**WORK ITEM**.
Please go through the listing below and count the lines where the string "dots" appears. Answer with the number only.

+ + + +

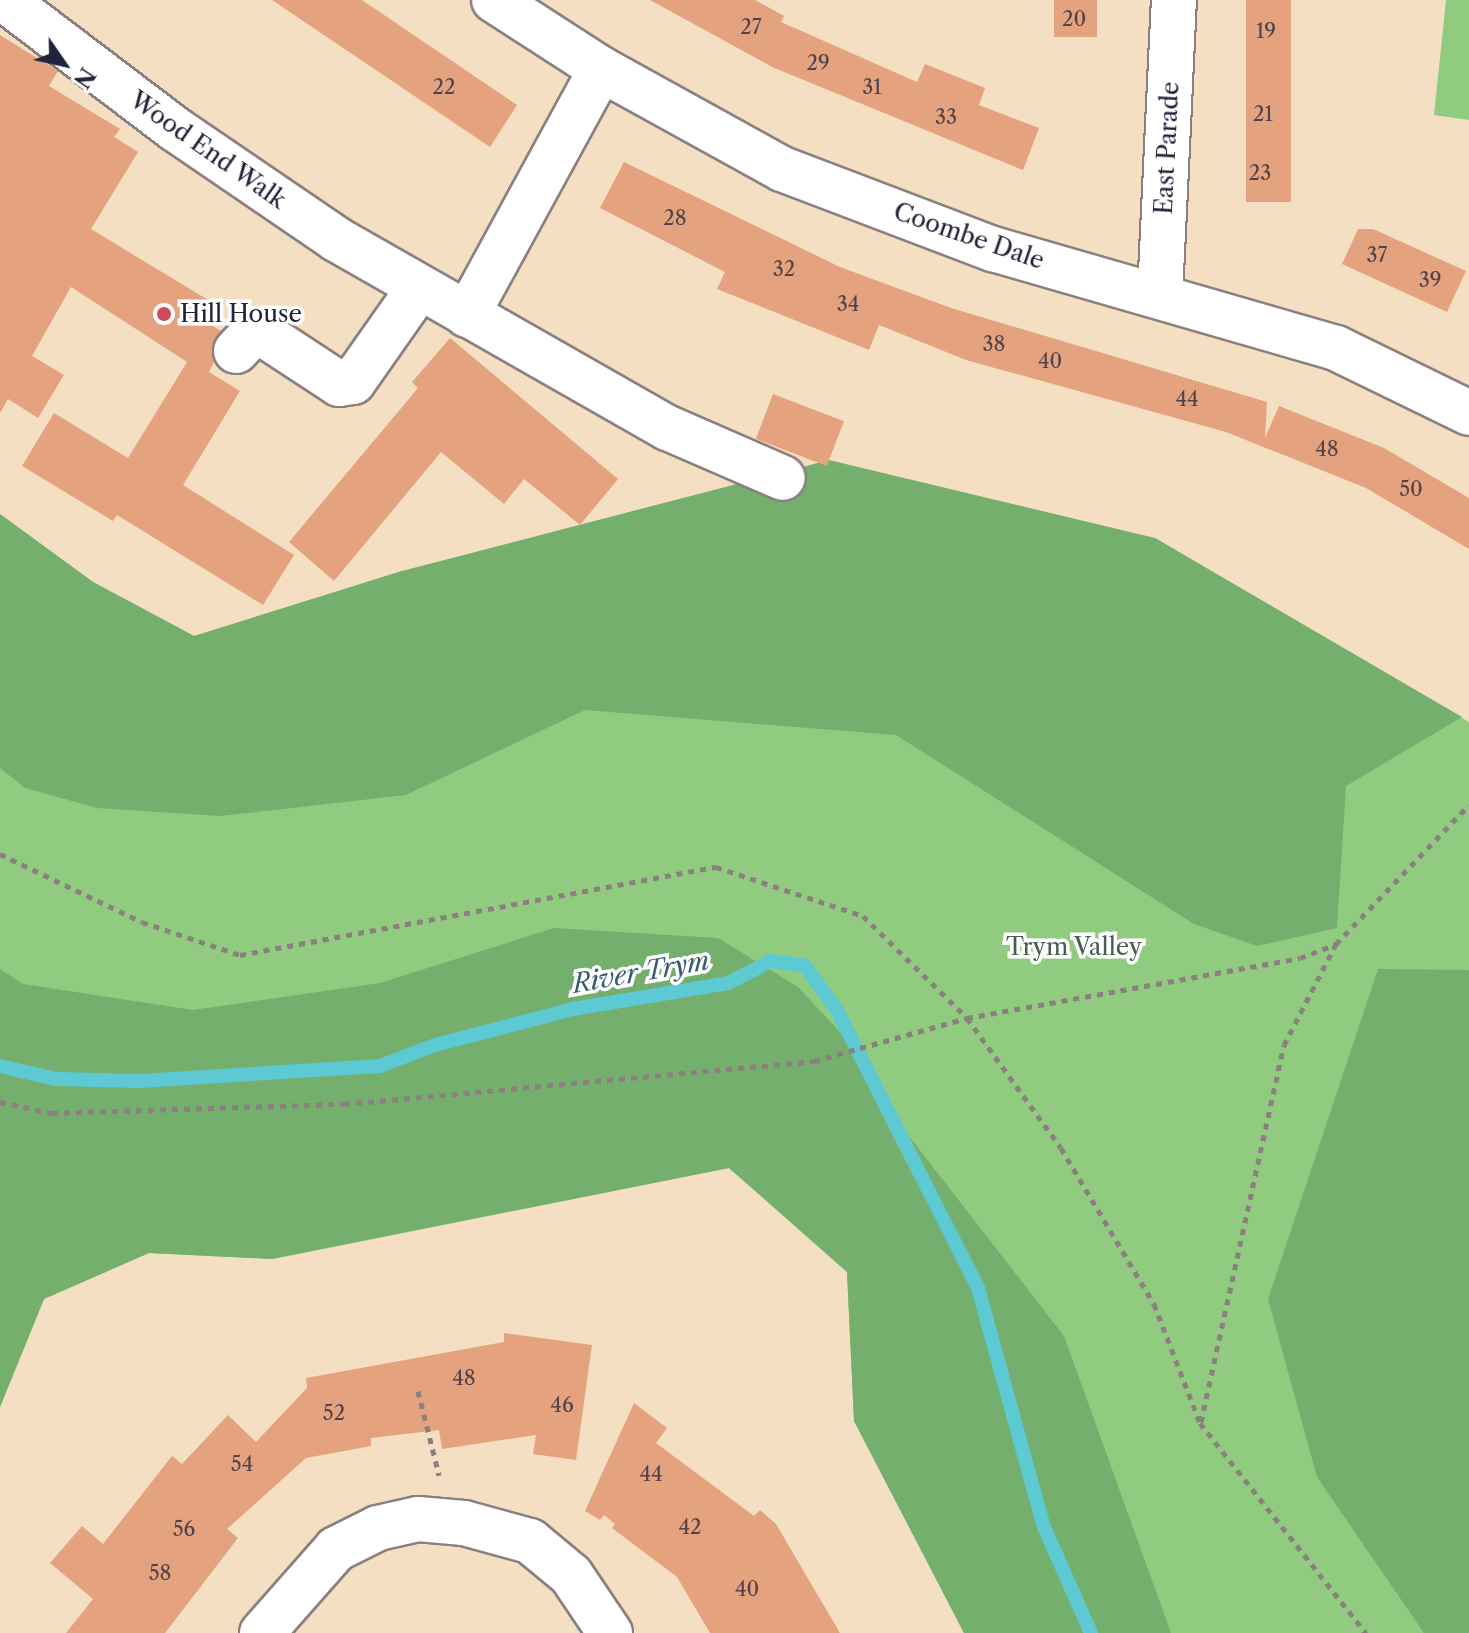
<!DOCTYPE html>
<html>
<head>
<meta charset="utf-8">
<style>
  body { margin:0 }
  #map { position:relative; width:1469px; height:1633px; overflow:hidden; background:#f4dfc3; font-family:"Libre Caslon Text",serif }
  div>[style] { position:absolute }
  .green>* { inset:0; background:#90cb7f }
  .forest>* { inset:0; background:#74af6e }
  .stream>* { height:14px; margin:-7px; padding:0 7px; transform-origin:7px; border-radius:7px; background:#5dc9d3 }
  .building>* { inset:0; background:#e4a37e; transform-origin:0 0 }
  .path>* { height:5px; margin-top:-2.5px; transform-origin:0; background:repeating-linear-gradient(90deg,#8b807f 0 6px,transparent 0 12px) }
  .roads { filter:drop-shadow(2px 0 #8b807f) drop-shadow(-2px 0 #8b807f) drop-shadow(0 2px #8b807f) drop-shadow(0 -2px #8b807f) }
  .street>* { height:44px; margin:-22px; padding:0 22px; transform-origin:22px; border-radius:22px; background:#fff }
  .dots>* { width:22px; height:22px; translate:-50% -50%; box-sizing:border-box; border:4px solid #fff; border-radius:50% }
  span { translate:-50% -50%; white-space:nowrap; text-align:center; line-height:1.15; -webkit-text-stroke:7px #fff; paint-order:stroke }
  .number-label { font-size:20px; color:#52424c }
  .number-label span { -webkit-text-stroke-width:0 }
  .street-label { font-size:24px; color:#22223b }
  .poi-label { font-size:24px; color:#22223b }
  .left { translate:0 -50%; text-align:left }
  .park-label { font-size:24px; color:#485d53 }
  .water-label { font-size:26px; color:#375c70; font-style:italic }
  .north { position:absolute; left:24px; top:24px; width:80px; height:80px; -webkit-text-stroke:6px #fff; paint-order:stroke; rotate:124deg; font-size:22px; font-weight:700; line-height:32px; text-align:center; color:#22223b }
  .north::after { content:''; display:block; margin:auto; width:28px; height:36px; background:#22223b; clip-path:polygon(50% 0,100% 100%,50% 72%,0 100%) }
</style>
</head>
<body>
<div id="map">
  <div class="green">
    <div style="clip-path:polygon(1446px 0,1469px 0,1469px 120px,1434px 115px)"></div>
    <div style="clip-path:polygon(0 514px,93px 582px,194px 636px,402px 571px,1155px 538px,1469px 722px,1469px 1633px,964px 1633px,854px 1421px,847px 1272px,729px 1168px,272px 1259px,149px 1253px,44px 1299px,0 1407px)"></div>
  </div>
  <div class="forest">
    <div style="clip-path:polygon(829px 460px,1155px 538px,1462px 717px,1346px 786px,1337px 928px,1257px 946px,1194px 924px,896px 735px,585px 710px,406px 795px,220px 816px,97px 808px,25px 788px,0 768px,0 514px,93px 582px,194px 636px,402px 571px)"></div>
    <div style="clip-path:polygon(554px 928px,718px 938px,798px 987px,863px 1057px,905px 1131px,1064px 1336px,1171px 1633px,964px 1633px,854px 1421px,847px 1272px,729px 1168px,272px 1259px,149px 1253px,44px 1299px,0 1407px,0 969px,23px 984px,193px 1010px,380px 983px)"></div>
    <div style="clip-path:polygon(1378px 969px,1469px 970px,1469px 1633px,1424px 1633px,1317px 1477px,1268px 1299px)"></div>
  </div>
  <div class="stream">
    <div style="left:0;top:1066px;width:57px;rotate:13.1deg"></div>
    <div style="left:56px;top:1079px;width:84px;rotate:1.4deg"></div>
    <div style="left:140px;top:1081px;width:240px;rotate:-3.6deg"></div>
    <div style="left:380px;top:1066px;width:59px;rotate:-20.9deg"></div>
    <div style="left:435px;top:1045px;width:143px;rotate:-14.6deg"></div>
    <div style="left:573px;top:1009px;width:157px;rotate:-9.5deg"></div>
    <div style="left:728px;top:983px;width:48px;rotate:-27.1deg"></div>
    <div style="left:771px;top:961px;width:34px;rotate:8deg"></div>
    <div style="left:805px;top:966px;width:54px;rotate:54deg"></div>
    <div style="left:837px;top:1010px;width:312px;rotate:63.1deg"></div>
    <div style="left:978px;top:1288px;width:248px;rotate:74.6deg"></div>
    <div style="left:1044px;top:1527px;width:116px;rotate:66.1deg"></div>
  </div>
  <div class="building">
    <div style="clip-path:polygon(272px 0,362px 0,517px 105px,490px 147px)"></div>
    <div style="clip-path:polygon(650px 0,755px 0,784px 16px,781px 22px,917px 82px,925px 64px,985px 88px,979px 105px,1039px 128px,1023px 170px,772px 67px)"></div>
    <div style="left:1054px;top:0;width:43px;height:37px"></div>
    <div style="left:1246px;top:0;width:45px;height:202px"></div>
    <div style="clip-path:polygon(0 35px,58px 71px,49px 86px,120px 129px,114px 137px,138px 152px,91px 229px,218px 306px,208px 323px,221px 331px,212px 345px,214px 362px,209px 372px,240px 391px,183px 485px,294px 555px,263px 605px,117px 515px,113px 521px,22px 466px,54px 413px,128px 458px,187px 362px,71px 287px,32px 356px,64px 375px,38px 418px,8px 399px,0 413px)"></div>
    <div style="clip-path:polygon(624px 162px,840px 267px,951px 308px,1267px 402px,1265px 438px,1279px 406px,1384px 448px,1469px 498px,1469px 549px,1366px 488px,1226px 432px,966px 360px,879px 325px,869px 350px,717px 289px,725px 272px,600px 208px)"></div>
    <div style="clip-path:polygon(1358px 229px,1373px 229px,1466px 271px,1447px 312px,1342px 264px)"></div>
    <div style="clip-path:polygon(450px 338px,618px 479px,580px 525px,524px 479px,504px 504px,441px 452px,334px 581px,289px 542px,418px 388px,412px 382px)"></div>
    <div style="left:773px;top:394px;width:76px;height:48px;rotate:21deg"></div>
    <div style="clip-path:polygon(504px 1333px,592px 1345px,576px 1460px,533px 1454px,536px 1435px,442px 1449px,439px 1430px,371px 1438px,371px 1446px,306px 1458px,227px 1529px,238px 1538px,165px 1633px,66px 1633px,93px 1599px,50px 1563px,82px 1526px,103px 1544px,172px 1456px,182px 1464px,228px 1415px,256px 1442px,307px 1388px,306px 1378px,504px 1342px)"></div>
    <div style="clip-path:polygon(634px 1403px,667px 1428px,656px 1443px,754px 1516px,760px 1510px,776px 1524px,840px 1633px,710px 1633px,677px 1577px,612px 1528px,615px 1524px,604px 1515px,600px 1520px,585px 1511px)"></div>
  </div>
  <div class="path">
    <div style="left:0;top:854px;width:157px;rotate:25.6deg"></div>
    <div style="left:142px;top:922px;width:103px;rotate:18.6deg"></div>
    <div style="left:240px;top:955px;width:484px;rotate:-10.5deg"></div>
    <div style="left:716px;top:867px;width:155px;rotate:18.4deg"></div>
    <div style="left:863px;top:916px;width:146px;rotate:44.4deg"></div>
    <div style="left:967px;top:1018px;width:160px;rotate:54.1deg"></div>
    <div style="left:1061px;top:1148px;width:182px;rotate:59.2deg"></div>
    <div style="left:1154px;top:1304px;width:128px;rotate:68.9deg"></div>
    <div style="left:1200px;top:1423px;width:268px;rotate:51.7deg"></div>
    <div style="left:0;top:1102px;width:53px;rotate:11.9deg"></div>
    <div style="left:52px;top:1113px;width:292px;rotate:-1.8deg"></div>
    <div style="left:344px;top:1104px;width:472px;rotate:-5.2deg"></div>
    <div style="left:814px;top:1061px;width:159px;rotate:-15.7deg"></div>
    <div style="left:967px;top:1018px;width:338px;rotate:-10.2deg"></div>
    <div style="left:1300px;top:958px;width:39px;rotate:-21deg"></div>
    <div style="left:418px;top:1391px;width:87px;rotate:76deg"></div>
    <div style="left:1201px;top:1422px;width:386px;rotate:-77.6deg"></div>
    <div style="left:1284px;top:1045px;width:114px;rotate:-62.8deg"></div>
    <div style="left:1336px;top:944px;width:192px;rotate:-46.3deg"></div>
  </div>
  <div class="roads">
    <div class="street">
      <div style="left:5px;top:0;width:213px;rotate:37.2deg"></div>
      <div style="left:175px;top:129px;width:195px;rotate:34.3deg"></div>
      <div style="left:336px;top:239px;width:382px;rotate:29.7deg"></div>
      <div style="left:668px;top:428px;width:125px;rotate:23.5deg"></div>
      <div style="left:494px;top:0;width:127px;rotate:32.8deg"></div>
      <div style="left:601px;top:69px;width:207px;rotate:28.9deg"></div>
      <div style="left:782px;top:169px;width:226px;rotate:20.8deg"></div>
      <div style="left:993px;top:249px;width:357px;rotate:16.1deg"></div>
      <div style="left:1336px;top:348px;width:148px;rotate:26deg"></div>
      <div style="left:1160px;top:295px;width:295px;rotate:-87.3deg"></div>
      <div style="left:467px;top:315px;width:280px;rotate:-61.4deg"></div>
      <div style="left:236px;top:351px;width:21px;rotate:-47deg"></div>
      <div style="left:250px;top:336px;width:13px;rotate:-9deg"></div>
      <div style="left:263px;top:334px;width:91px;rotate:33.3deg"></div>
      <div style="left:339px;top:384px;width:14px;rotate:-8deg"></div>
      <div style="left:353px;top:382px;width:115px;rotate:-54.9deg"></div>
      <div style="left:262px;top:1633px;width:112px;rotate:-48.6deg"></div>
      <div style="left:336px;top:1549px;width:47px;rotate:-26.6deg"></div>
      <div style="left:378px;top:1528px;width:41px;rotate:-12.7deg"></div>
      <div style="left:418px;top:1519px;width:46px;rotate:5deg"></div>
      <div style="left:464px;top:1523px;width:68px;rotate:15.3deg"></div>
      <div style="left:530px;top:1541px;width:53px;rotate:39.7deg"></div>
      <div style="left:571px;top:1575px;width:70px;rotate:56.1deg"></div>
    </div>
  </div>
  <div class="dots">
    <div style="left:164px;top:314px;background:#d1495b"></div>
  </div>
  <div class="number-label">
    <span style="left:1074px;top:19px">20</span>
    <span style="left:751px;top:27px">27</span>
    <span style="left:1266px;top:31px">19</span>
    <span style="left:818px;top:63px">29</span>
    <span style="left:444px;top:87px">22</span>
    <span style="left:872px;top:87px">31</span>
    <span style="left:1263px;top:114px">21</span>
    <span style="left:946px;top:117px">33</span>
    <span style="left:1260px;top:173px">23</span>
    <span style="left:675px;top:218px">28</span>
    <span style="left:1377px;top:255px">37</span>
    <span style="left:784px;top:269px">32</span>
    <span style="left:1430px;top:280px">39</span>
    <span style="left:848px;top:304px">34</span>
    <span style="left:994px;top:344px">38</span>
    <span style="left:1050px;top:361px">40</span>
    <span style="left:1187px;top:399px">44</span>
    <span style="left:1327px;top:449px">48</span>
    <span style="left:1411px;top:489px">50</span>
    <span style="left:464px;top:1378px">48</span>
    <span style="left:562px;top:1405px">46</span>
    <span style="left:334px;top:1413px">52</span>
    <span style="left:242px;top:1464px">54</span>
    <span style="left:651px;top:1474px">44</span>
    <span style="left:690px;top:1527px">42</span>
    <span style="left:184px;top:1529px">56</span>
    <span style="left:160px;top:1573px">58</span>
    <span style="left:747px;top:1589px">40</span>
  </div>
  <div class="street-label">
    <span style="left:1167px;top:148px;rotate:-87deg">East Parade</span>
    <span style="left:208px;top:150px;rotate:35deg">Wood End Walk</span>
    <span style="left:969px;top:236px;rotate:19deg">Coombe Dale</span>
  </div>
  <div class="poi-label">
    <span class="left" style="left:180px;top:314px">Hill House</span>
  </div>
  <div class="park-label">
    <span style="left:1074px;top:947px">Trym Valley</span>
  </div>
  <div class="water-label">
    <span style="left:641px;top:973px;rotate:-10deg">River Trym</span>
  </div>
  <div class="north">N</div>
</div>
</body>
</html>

+ + + +

**EXERCISE ANSWER**.
2